[[ MATERIAL SUPPLIED open ]]
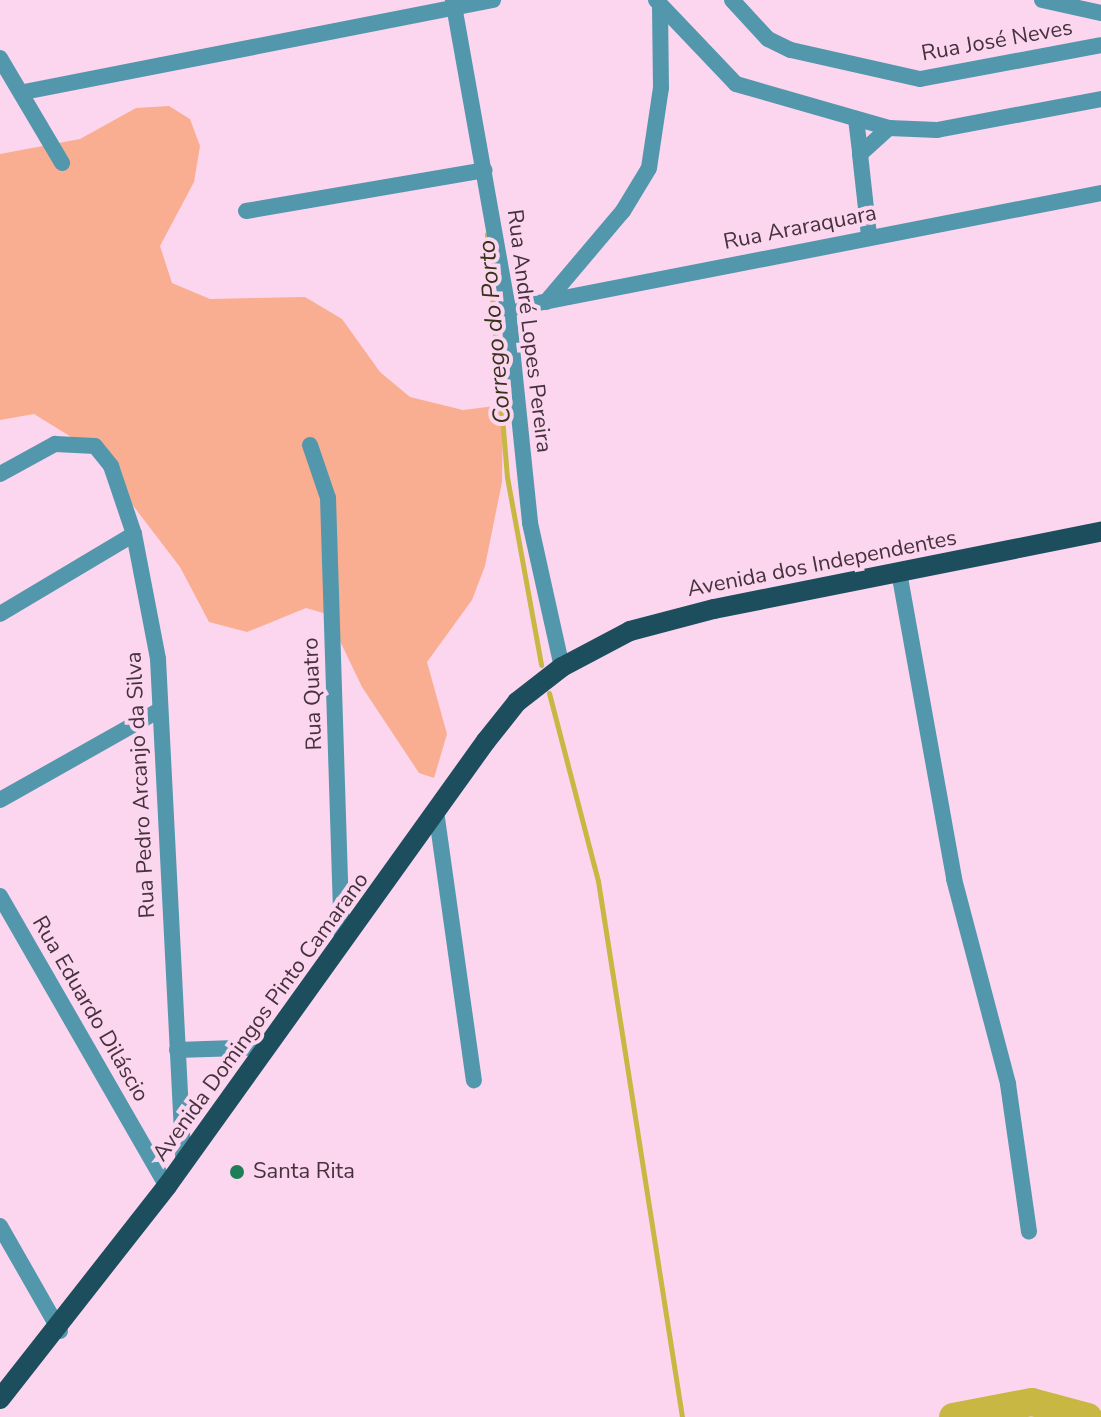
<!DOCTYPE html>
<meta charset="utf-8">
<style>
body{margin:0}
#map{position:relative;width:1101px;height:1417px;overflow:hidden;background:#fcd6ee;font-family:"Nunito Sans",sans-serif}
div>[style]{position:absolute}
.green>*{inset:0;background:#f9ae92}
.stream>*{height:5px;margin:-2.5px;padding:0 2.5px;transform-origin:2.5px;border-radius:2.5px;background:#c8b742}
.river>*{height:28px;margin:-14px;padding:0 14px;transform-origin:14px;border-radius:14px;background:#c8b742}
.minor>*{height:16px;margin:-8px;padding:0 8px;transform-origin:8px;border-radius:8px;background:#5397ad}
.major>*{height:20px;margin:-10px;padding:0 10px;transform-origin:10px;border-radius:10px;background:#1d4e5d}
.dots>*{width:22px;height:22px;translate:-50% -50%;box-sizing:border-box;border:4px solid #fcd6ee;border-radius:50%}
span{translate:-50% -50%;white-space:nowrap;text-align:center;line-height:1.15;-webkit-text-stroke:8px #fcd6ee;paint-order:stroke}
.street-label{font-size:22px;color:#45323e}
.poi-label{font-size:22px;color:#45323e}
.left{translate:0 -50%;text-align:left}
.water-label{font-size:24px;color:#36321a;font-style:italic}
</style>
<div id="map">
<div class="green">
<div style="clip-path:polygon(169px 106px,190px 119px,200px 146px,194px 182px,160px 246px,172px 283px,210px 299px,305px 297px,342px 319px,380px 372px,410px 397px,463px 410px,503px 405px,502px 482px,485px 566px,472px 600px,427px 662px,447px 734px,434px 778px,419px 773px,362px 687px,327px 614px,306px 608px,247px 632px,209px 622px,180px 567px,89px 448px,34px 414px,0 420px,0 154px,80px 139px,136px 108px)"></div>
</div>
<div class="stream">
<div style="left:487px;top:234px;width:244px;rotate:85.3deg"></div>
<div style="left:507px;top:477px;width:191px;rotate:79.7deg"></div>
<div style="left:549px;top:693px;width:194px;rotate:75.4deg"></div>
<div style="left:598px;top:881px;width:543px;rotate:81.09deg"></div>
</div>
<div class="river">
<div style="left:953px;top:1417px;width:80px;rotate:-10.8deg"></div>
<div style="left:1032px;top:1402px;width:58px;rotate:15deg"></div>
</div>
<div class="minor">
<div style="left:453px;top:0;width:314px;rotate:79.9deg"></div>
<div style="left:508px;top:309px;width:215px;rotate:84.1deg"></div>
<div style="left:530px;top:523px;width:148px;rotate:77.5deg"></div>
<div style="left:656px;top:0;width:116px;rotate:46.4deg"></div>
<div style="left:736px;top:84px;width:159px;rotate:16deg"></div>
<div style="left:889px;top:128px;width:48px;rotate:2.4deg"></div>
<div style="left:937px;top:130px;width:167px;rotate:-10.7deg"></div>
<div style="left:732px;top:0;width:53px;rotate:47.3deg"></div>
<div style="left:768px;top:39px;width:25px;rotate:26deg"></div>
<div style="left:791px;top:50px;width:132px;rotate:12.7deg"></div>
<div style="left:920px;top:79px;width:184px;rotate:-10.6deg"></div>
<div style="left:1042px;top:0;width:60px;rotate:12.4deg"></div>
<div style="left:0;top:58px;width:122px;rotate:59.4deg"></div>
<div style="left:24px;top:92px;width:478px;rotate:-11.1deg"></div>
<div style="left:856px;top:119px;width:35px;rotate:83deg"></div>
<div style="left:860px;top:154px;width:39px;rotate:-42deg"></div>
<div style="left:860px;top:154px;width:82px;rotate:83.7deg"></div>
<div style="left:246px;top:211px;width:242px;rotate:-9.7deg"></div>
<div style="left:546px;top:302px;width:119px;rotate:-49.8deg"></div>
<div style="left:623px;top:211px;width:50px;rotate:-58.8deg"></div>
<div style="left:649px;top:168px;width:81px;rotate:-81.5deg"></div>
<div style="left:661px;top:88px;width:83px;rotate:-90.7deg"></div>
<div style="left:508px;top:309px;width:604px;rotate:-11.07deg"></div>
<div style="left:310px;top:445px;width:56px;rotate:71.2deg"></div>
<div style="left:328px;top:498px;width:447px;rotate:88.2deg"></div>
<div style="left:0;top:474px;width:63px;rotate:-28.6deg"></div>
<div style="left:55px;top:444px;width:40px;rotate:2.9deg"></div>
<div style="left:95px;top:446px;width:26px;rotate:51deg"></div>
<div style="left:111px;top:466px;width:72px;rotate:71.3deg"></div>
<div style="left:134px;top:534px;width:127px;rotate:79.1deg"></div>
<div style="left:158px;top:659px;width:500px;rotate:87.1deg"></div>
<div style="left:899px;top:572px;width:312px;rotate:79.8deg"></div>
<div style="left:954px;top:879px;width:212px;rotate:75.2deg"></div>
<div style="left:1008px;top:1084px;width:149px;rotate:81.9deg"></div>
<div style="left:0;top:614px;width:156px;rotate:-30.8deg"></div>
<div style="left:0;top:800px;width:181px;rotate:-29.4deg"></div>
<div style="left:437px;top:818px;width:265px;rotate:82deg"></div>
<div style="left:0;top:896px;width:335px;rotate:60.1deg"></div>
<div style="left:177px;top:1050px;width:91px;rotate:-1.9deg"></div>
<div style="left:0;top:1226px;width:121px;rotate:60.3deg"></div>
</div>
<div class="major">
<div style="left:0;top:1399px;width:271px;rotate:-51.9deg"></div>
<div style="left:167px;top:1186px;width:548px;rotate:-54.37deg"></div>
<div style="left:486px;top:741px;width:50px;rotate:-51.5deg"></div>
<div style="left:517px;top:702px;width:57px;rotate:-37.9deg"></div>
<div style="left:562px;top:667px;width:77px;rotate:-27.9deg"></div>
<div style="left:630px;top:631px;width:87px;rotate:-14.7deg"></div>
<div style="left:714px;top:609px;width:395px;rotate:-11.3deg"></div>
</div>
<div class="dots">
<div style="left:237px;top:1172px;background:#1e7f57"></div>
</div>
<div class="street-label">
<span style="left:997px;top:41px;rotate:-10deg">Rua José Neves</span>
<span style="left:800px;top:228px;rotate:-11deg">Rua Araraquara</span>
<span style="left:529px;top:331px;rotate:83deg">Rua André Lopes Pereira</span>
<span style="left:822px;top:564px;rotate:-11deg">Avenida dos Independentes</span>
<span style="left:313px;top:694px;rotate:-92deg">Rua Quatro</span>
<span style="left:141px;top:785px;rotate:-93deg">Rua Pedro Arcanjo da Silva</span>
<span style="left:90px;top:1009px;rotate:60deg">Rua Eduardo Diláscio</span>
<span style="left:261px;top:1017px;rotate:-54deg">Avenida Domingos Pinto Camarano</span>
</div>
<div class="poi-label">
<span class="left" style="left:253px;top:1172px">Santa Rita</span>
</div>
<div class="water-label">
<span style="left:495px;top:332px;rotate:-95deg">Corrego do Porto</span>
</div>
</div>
[[ MATERIAL SUPPLIED closed ]]
- THE TASK -
Please tally the lines in the data above containing the string "stream", and give the number alone.

- YOUR RESPONSE -
2